Hannah Parker (she/her) is a historian of the Soviet Union. She holds a PhD from the University of Sheffield, and works at the Open University. Her recent publications have pursued interests in the emotions of female librarians in the Soviet 1920s, gender, loyalty and gratitude in letters to Soviet authorities during Stalin’s Terror, and she is currently working on her first monograph, on letter-writing, emotion and ‘emancipation’ among women in the Soviet Union. She is an organizer with the Sheffield Feminist Archive.

Hannah Proctor is a historian of the human sciences based at the Centre for the Social History of Health and Healthcare at the University of Strathclyde, Glasgow currently working on a Wellcome Trust-funded project called ‘De-pathologising dissent’. Her first monograph, Psychologies in Revolution: Alexander Luria’s ‘Romantic Science’ and Soviet Social History, was published as part of the Palgrave Macmillan series ‘Mental Health in Historical Perspective’ in 2020. Her second book, Burnout: The Psychic Life of Political Defeat, will be published by Verso in 2024. She is a member of the editorial collective of Radical Philosophy, a contributing editor to Parapraxis magazine and reviews/web/social media editor of History of the Human Sciences.

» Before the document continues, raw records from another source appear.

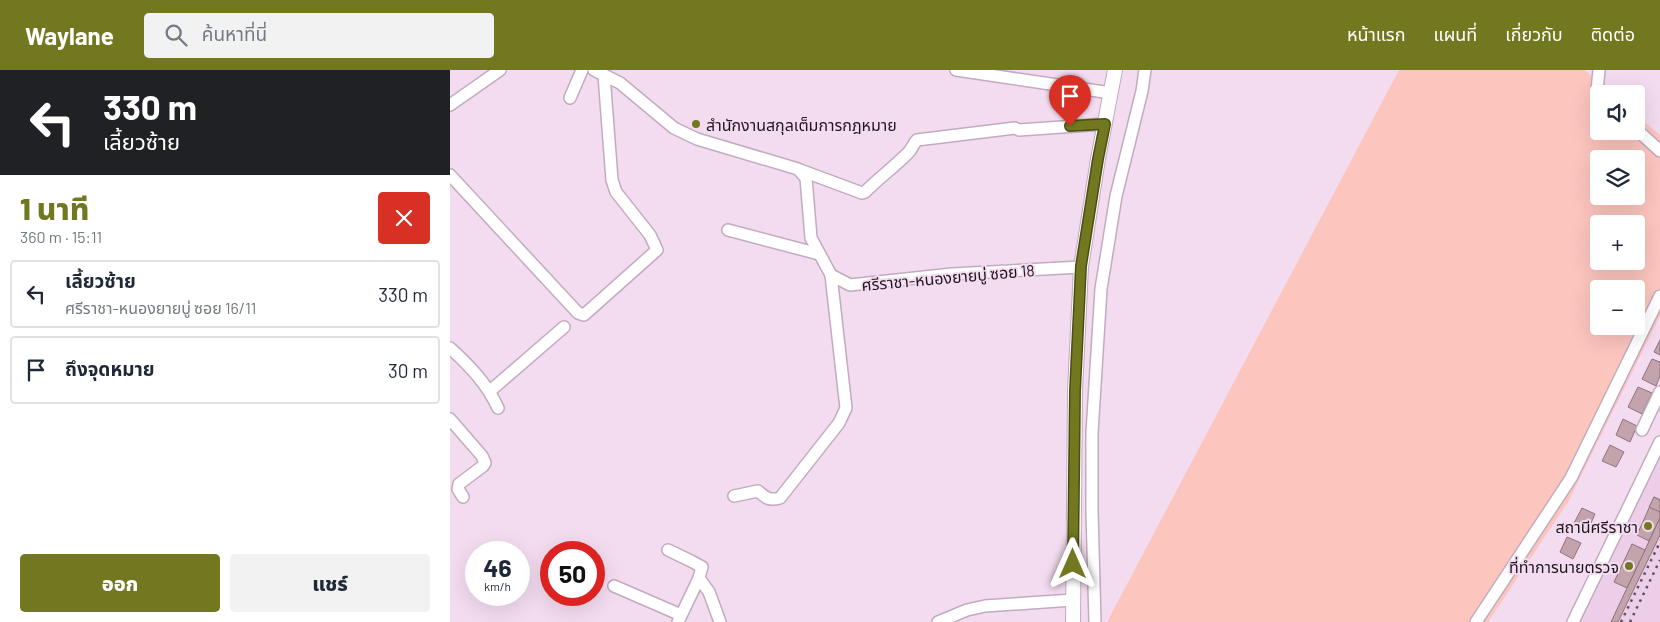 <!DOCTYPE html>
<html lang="th">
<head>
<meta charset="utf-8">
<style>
  :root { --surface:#fff; --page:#f2f2f3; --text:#1f2937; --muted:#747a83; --line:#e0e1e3; --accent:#727820 }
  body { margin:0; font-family:Barlow,"Noto Sans Thai",sans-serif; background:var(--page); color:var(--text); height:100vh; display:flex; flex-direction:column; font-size:19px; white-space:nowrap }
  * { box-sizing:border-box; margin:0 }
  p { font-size:16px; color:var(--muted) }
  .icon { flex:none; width:28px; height:28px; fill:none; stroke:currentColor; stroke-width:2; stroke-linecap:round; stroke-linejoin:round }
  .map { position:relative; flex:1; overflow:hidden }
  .panel { display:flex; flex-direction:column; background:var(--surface); width:450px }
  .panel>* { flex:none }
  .banner { background:#202124; color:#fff; overflow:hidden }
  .tools { position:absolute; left:1140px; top:15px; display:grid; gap:10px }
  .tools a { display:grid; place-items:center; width:55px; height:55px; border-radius:5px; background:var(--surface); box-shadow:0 5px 20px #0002; font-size:25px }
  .speed { position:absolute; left:15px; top:471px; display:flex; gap:10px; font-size:25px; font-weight:700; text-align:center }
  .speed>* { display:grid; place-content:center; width:65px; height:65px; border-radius:50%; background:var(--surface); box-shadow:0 5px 20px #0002; line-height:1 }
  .speed small { font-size:12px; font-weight:400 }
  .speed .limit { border:8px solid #d22; background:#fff; color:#111 }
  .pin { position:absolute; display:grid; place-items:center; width:42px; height:42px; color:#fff; margin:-51px -21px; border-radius:50% 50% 50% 0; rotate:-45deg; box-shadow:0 0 5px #0007 }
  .pin .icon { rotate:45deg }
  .me { position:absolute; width:55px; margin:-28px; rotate:0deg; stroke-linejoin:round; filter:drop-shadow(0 0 4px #0008) }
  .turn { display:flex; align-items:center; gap:18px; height:105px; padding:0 20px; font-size:22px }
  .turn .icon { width:65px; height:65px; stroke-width:2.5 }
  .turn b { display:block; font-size:35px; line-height:42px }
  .round { display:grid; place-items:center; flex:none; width:52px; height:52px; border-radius:5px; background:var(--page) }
  .summary { display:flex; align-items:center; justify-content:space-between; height:85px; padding:0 20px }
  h1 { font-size:30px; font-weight:800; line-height:38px; color:var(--accent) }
  .cta { display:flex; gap:10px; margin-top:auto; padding:10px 20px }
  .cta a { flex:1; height:58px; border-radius:5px; background:var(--accent); color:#fff; font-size:20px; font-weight:800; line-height:58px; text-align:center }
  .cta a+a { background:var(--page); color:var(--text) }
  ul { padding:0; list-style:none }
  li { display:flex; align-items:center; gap:15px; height:68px; margin:0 10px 8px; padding:0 10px; border:2px solid var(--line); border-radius:5px }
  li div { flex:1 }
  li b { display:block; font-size:19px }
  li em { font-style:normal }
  header { display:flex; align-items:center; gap:30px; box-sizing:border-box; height:70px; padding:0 25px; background:var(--accent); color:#fff }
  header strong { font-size:24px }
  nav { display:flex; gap:28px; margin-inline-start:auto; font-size:18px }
  .search { width:350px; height:45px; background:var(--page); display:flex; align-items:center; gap:12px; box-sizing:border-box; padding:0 18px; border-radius:5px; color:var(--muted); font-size:19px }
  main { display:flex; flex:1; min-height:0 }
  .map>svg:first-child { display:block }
  .built { fill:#eccee8 }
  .green { fill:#fcc5be; fill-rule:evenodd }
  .building { fill:#c3a4ad; stroke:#8f737b }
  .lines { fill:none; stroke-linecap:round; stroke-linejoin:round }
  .minor-casing { stroke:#c2abbf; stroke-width:14 }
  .major-casing { stroke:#c2abbf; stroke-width:16 }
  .minor { stroke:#fff; stroke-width:11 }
  .major { stroke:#fff; stroke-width:14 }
  .rail { stroke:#5f515c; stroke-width:2.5; stroke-dasharray:2.5 5; stroke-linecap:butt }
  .route-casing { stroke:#4a4e15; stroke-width:12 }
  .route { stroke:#727820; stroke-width:9 }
  .poi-dot { fill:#727820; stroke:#f4dcf0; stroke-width:2 }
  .labels { text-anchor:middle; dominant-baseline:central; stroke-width:4; stroke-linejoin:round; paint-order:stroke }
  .poi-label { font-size:16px; fill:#20171e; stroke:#f4dcf0; text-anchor:end }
  .street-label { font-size:16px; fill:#20171e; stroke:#f4dcf0 }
</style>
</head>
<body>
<header>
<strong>Waylane</strong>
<div class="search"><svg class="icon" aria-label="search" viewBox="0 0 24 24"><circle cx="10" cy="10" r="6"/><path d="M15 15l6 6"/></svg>ค้นหาที่นี่</div>
<nav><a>หน้าแรก</a><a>แผนที่</a><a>เกี่ยวกับ</a><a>ติดต่อ</a></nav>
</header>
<main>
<section class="panel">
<div class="banner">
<div class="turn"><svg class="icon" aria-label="left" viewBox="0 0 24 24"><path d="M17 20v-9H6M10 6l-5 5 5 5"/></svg><div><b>330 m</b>เลี้ยวซ้าย</div></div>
</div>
<div class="summary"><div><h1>1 นาที</h1><p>360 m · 15:11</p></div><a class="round" style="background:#d93025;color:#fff"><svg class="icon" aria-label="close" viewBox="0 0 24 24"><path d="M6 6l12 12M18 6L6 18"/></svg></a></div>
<ul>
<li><svg class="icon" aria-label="left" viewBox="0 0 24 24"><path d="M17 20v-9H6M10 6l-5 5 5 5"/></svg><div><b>เลี้ยวซ้าย</b><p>ศรีราชา-หนองยายบู่ ซอย 16/11</p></div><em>330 m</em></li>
<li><svg class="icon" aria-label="arrive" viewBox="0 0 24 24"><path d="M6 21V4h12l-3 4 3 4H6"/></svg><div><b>ถึงจุดหมาย</b></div><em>30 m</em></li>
</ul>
<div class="cta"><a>ออก</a><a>แชร์</a></div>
</section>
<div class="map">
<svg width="1210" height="552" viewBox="0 0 1210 552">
  <rect width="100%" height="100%" fill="#f4dcf0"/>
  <!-- built -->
  <path class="built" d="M1210,383V552H1128Z"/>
  <!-- green -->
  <path class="green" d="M949,0H1135L1162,24H1149V61H1186V45L1210,65V246L1118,432L1038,552H657ZM1149,89H1186V126H1149ZM1149,154H1186V191H1149ZM1149,219H1186V256H1149Z"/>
  <!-- building -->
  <g class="building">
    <path d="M1210,270V285L1204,282Z"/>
    <path d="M1202,289L1210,292V306L1206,316L1192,309Z"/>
    <path d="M1188,317L1202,323L1192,344L1178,337Z"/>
    <path d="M1173,349L1187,356L1180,372L1166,365Z"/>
    <path d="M1160,375L1174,382L1166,397L1152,391Z"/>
    <path d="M1204,427L1210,430V448L1199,471L1187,465Z"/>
    <path d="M1204,427L1210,430V442L1199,437Z"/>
    <path d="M1132,438L1145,444L1138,460L1124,453Z"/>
    <path d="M1210,448V465L1168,552H1161Z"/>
    <path d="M1117,467L1131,473L1123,489L1110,482Z"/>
    <path d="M1182,474L1195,480L1177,518L1164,512Z"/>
  </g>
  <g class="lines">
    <!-- minor casing -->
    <g class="minor-casing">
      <g id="minor">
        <path d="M144,0L170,13L224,58L247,69L348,99L356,108L361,168L381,205L400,215L502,204L631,197"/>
        <path d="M506,0L661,23"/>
        <path d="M1149,24L1147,21L1149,0"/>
        <path d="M120,28L132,0"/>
        <path d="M0,35L50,0"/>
        <path d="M1186,59L1210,81"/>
        <path d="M569,60L655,54"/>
        <path d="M350,100L412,123L415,122C429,108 444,97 458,83C462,79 463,74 467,70L565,58"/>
        <path d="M0,105L128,243L134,245L207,180L200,165L166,122L162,110L154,5"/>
        <path d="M278,160L369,184"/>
        <path d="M0,278C20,296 37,314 48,338"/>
        <path d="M40,321L114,257"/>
        <path d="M0,349L32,386L35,393L33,396L9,414L8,419L13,427"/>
        <path d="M1192,360L1210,322"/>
        <path d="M284,426L308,421C316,428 319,431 330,428L389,353L396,338L381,205"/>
        <path d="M218,480L241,491L252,497L249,508L228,552"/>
        <path d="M249,508L259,522L270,552"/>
        <path d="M164,516L231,545"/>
        <path d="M488,552L517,540L535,536L623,530"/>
        <path d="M645,552L642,441V363L651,219L666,126L692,21L695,0"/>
        <path d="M1026,552L1121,408L1210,226"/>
        <path d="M1123,552L1210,372"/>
      </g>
    </g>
    <!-- major casing -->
    <g class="major-casing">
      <path id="major" d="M623,552L625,321L631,197L648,89L665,0"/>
    </g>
    <!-- minor -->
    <use href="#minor" class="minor"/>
    <!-- major -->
    <use href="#major" class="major"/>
    <!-- rail -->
    <g class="rail">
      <path d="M1171,552L1210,472"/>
      <path d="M1180,552L1210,490"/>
    </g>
  </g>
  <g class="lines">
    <!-- route casing -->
    <g class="route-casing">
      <path id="route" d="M620,56L655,54L648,89L631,196L625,321L623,494"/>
    </g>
    <!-- route -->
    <use href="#route" class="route"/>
  </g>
  <!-- markers -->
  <g class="poi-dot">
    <circle cx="246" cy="54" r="5"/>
    <circle cx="1198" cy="456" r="5"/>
    <circle cx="1179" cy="496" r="5"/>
  </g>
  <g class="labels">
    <!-- poi labels -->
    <g class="poi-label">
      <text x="256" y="54" text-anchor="start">สำนักงานสกุลเต็มการกฎหมาย</text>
      <text x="1188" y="456">สถานีศรีราชา</text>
      <text x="1169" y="496">ที่ทำการนายตรวจ</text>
    </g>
    <!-- street labels -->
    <g class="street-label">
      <text transform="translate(498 207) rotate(-5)">ศรีราชา-หนองยายบู่ ซอย 18</text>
    </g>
  </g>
</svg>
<div class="tools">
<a><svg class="icon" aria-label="sound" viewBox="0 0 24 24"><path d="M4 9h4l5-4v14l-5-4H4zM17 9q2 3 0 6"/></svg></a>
<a><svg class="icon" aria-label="layers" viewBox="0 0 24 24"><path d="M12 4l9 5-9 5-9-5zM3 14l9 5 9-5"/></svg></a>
<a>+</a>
<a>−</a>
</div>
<div class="speed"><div>46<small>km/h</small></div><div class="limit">50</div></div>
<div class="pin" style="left:620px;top:56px;background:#d93025"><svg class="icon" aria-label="arrive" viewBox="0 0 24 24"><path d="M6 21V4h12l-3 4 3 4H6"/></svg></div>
<svg class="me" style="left:623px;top:494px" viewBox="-20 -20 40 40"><path d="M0-17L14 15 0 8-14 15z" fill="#727820" stroke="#fff" stroke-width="4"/></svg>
</div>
</main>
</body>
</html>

Michael Rowland holds a PhD in Eighteenth-Century Literature from the University of Sussex, which was funded by the Arts and Humanities Research Council. His research interests focus on the influence of individual and collective emotional experiences on structures of masculinity in the eighteenth century. He has previously published in Eighteenth-Century Fiction and the European Journal of English Studies. He works at the University of Sussex.